MATERIAL FOR THIS TASK ::
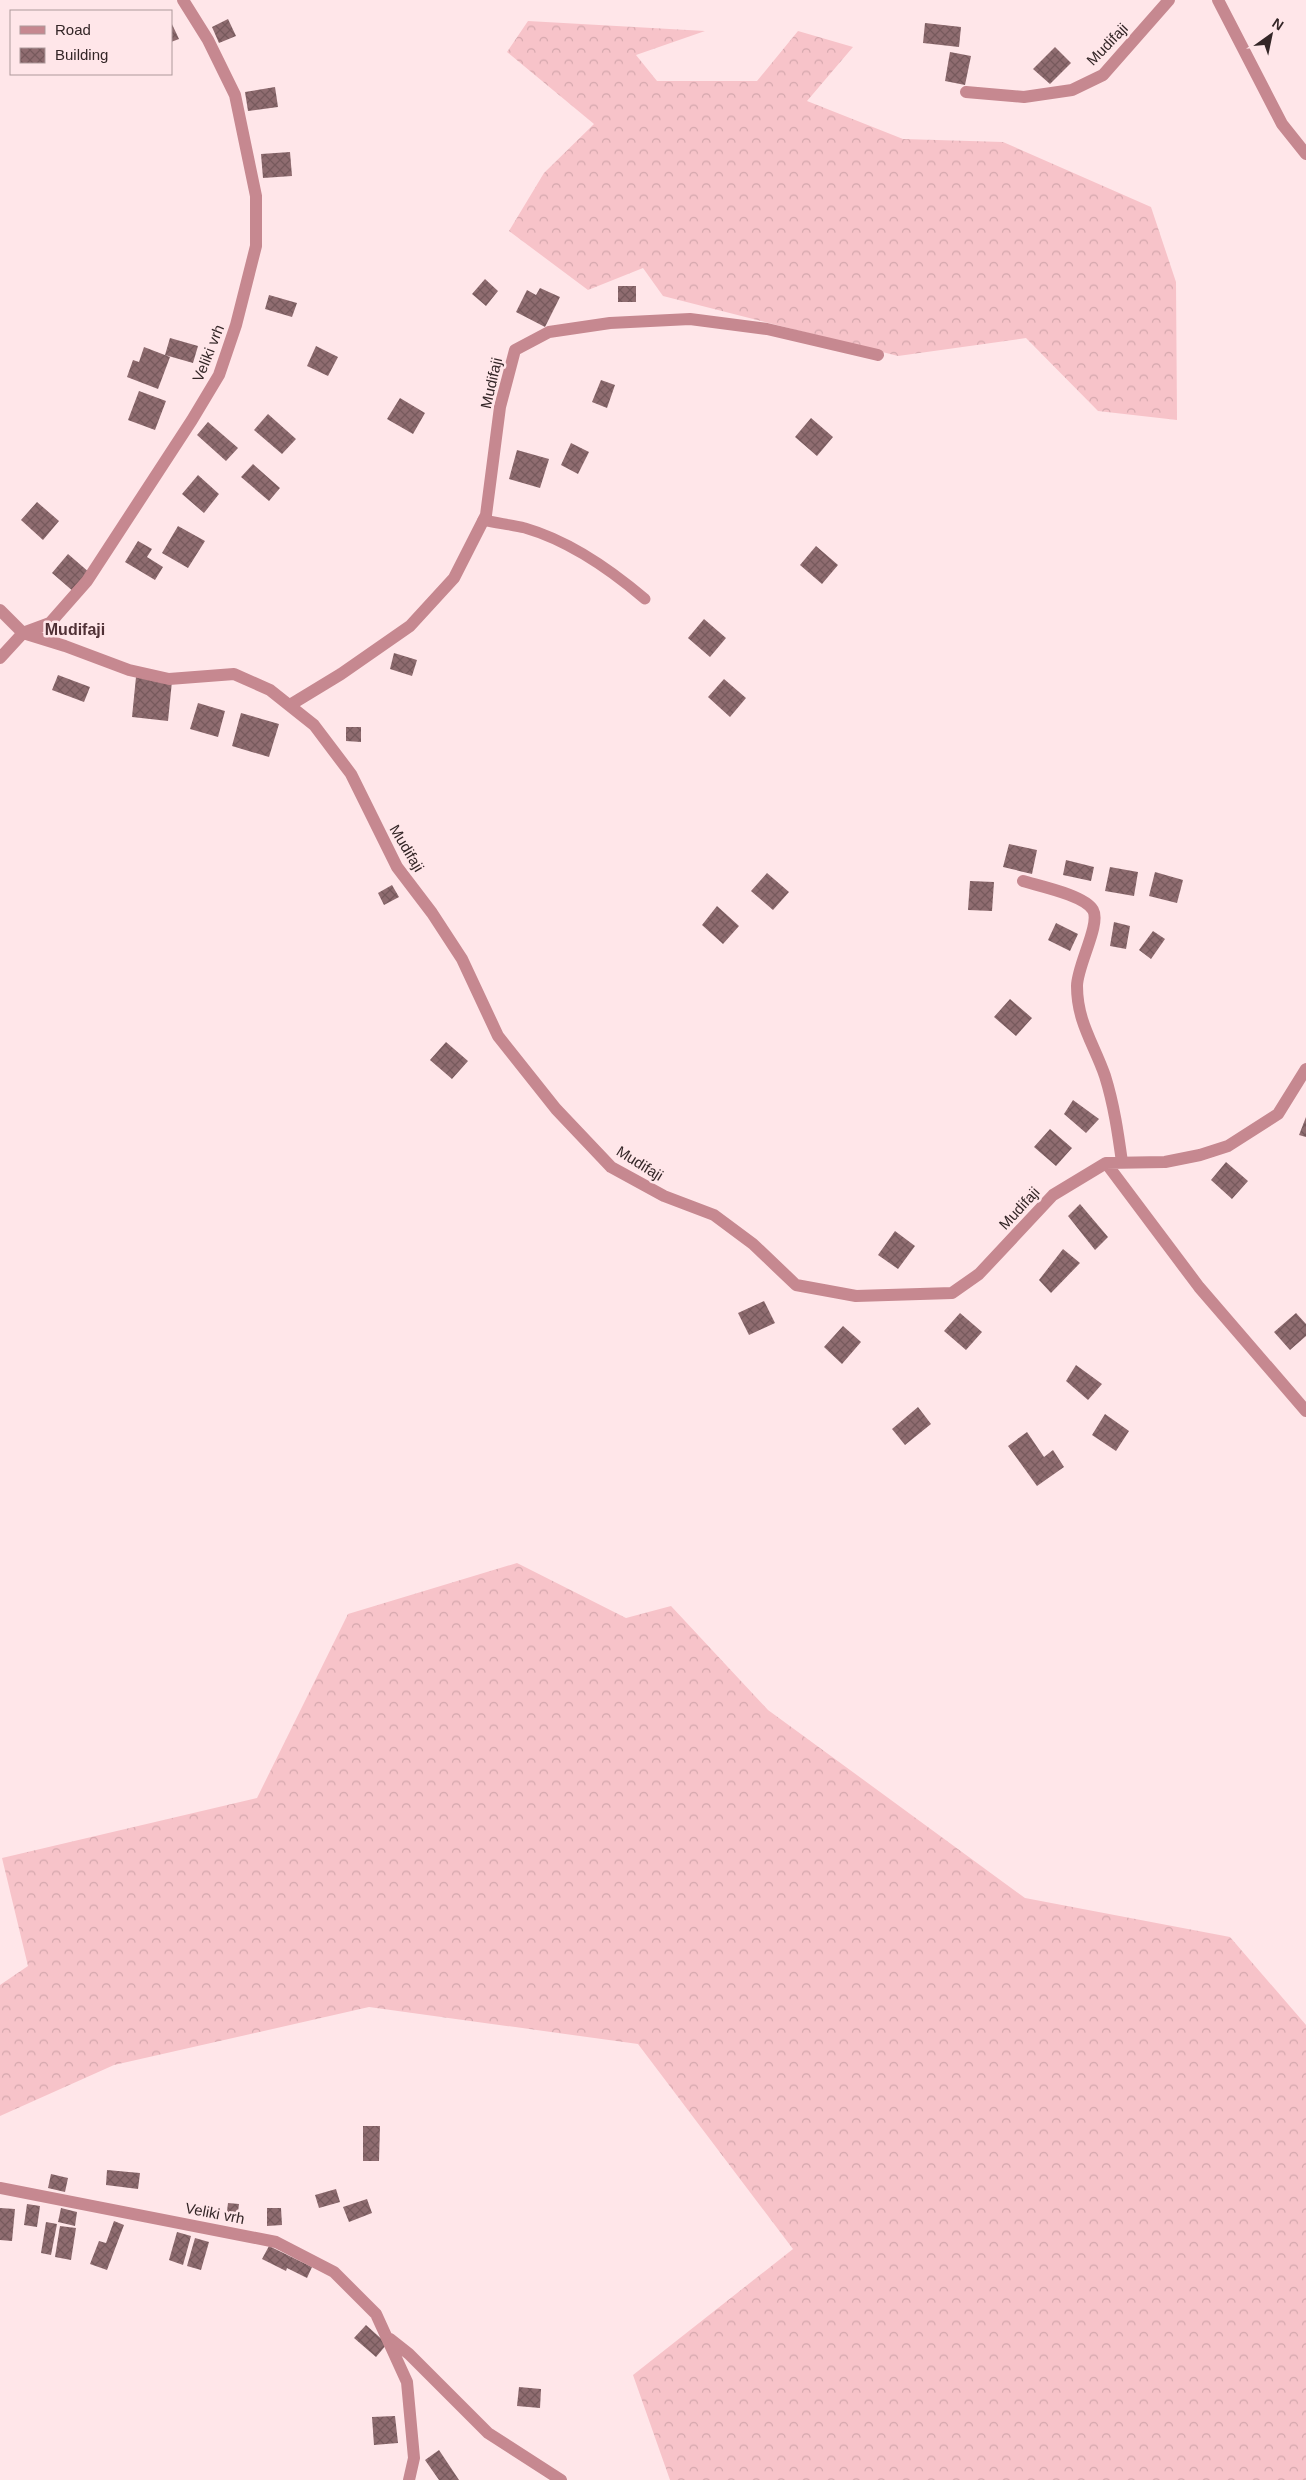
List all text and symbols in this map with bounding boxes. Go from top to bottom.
legend [10,10,172,75]
north arrow [1246,10,1296,60]
text: N [1269,15,1287,34]
street label: Mudifaji [1083,20,1131,68]
text: Road [55,21,91,38]
text: Building [55,46,108,63]
street label: Veliki vrh [189,322,227,384]
street label: Mudifaji [477,356,505,410]
district label: Mudifaji [45,621,105,638]
street label: Mudifaji [386,821,428,875]
street label: Mudifaji [614,1142,666,1184]
street label: Mudifaji [995,1183,1043,1233]
street label: Veliki vrh [184,2199,246,2227]

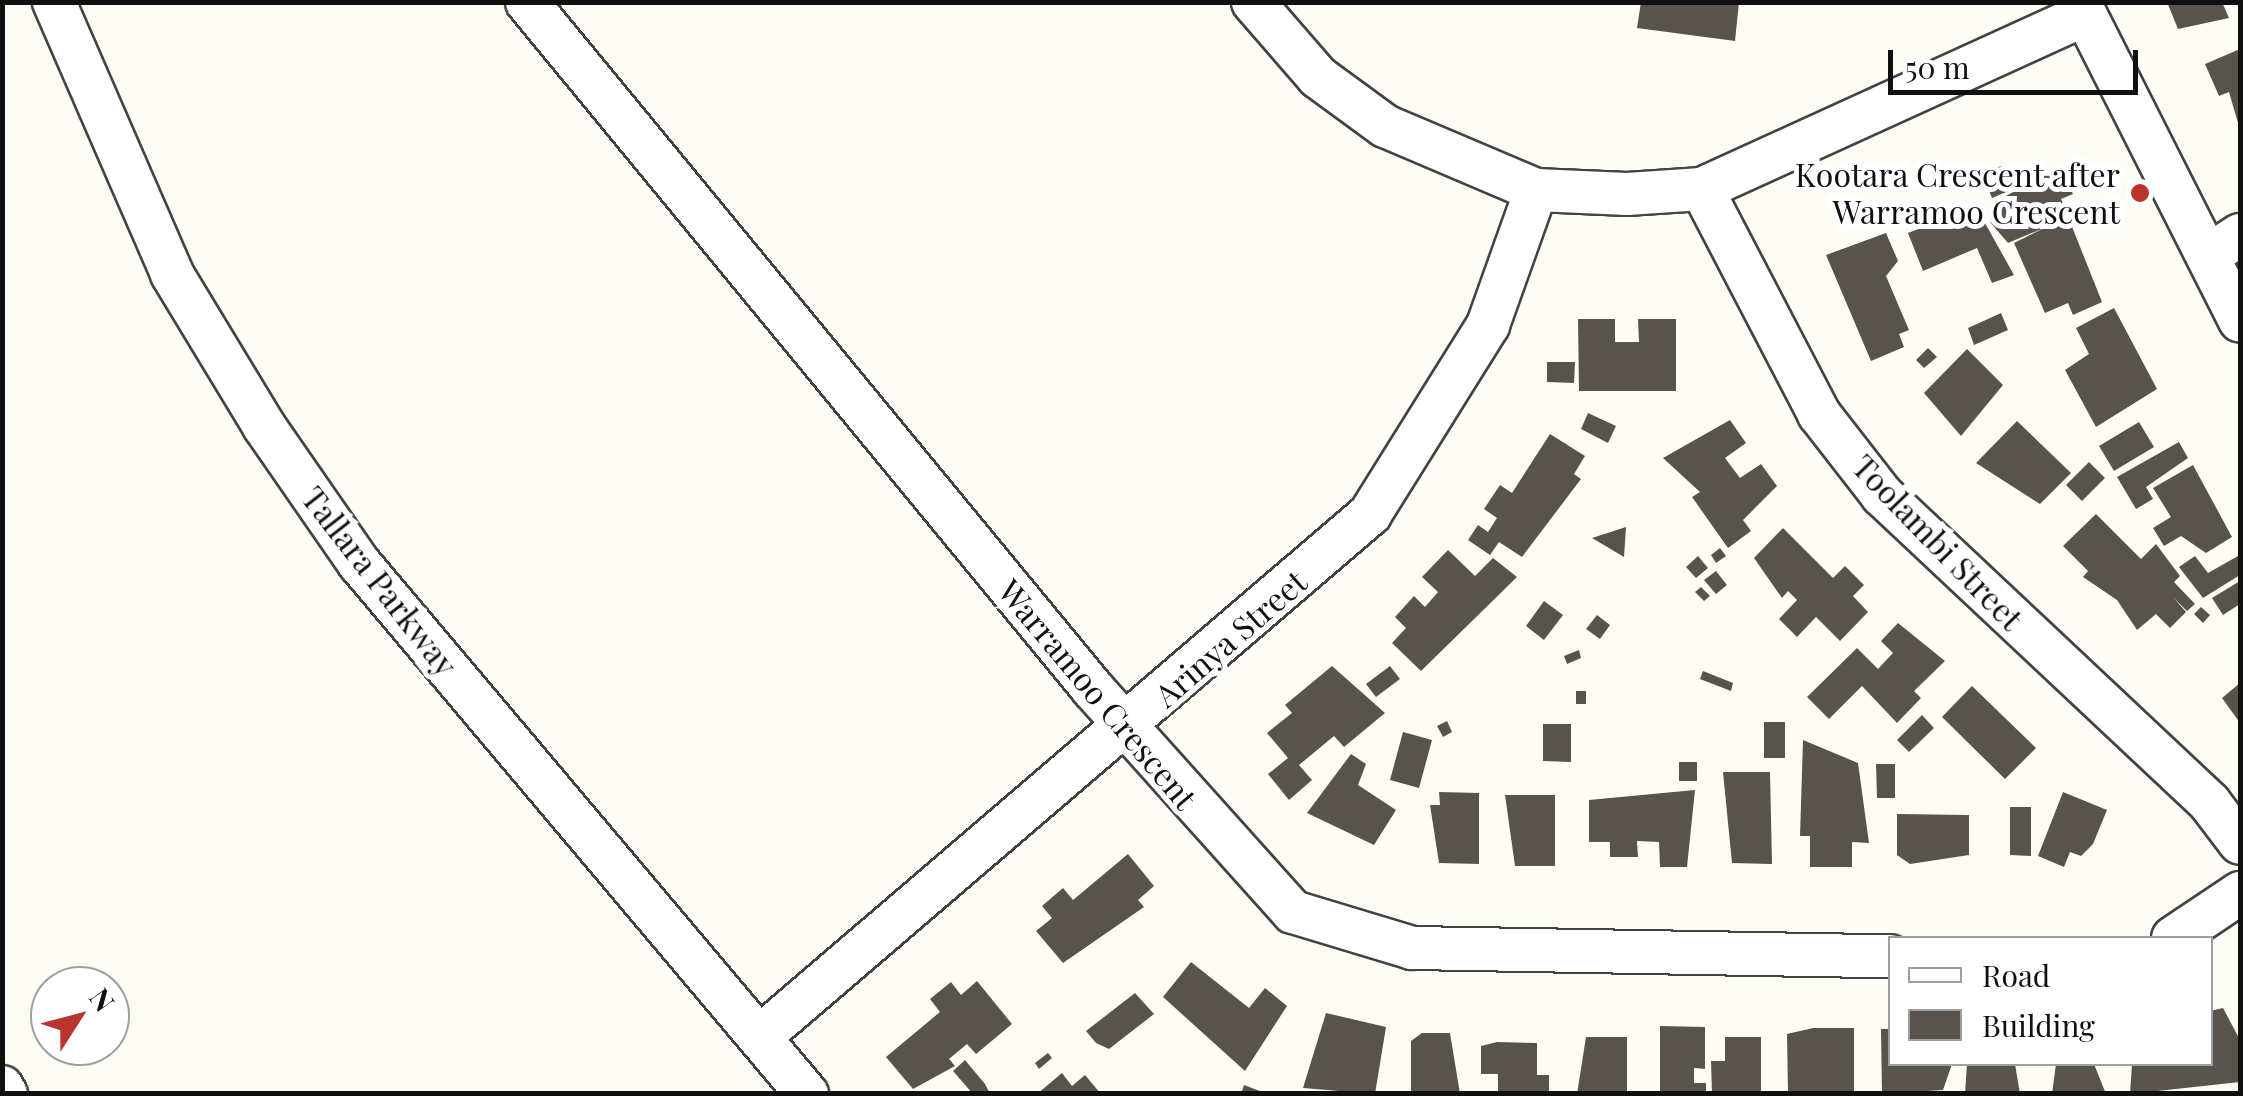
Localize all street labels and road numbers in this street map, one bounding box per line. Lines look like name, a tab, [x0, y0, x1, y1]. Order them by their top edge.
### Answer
street label: Toolambi Street	[1845, 447, 2031, 637]
street label: Tallara Parkway	[294, 479, 466, 683]
street label: Arinya Street	[1146, 562, 1314, 714]
street label: Warramoo Crescent	[991, 572, 1205, 816]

BRIEF :: Word for word, restate all of the entries above and leave each picture out.

RESPONSE ::
List all text and symbols in this map with bounding boxes. Go from top to bottom.
legend [10,10,172,75]
north arrow [1246,10,1296,60]
text: N [1269,15,1287,34]
street label: Mudifaji [1083,20,1131,68]
text: Road [55,21,91,38]
text: Building [55,46,108,63]
street label: Veliki vrh [189,322,227,384]
street label: Mudifaji [477,356,505,410]
district label: Mudifaji [45,621,105,638]
street label: Mudifaji [386,821,428,875]
street label: Mudifaji [614,1142,666,1184]
street label: Mudifaji [995,1183,1043,1233]
street label: Veliki vrh [184,2199,246,2227]

Localize all street labels and road numbers in this street map, one bounding box per line. Lines look like name, a tab, [x0, y0, x1, y1]. Order them by their top edge.
### Answer
street label: Toolambi Street	[1845, 447, 2031, 637]
street label: Tallara Parkway	[294, 479, 466, 683]
street label: Arinya Street	[1146, 562, 1314, 714]
street label: Warramoo Crescent	[991, 572, 1205, 816]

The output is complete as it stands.